The ever-reliable Taste recipe site came to the rescue with this Fig and Three-Cheese Tart. I modified the recipe to reduce the amount of goat’s cheese, as it can be rather rich. Some milder cheese, like bocconcini, could also be added to the mix to lighten things up. And don’t forget to save the juices from the baked figs to pour over the tart – yum!
Fig and Three-Cheese Tart
Ingredients (serves 2)
2 tbs brown sugar
1 tbs balsamic vinegar
1 sheet frozen butter puff pastry, thawed, halved
50g soft goat's cheese, crumbled
100g grated mozzarella
100g grated cheddar
4 slices prosciutto
Rocket leaves, to serve
1. Preheat the oven to 180°C. Place the figs in a small baking dish. Sprinkle with the brown sugar, balsamic vinegar and 2 tablespoons of water, then roast in the oven for 15 minutes. Remove from the oven and set aside to cool.

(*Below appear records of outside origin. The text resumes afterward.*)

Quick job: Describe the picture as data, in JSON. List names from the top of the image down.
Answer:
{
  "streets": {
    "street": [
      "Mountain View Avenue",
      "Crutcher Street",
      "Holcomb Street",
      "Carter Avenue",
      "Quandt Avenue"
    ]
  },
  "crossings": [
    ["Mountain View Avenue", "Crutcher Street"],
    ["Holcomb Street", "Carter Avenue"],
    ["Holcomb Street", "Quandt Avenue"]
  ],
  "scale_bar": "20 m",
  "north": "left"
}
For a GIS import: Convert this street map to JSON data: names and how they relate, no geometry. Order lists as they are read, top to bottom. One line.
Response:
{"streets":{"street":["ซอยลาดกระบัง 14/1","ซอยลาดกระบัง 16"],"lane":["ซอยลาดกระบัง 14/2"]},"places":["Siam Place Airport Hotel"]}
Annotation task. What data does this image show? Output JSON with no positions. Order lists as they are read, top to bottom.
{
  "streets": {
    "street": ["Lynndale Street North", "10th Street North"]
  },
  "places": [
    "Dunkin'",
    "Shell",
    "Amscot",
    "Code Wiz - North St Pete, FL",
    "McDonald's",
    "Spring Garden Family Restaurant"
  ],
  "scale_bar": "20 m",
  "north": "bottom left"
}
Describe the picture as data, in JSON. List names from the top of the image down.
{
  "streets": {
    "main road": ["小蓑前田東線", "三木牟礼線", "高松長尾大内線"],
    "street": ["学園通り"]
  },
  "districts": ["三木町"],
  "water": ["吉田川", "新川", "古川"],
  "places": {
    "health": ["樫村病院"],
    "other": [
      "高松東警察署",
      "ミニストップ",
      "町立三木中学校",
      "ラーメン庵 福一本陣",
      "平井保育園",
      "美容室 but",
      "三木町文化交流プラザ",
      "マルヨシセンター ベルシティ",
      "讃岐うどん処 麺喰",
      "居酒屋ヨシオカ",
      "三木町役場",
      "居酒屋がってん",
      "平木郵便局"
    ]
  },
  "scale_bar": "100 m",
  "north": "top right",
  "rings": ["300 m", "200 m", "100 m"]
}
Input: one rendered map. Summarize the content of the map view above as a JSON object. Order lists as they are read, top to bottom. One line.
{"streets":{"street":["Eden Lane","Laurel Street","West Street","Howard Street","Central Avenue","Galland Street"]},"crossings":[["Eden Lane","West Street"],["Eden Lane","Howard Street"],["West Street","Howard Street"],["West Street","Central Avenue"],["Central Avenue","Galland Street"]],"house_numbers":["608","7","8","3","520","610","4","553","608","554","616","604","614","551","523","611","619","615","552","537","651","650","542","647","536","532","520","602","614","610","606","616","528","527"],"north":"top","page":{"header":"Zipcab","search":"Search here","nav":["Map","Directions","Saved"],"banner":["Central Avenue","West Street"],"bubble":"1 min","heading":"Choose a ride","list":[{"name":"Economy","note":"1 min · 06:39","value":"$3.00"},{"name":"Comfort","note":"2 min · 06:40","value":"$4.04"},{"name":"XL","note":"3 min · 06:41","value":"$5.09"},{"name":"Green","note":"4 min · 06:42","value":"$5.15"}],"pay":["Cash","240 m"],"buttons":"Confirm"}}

2. While the figs are cooling, line a baking tray with baking paper. Place the pastry sheets on the prepared baking tray. Lay another piece of baking paper on top, then cover with a second baking tray to weigh the pastry down. Bake in the oven for 15 minutes or until light golden. Set aside to cool slightly.
3. Place the goat's cheese, mozzarella and cheddar in a bowl. Season well with sea salt and freshly ground black pepper. Sprinkle the cheese mixture over the pastry sheets, leaving a 1cm border. Return to the oven for a further 10 minutes or until the cheese is melted and golden.
4. Tear the prosciutto slices into bite-sized pieces and tear the cooled figs in half, reserving the pan juices. Top each cheese tart with half the prosciutto and figs, then top with some rocket leaves. Drizzle with the pan juices from the figs and serve.
Recipe adapted from delicious (via Taste.com.au)
Lifecycle of a fig: 1. Perfect as is; 2. Sprinkled with balsamic vinegar and brown sugar; 3. Baked
This is an absolutely delicious tart that takes full advantage of the lovely fig.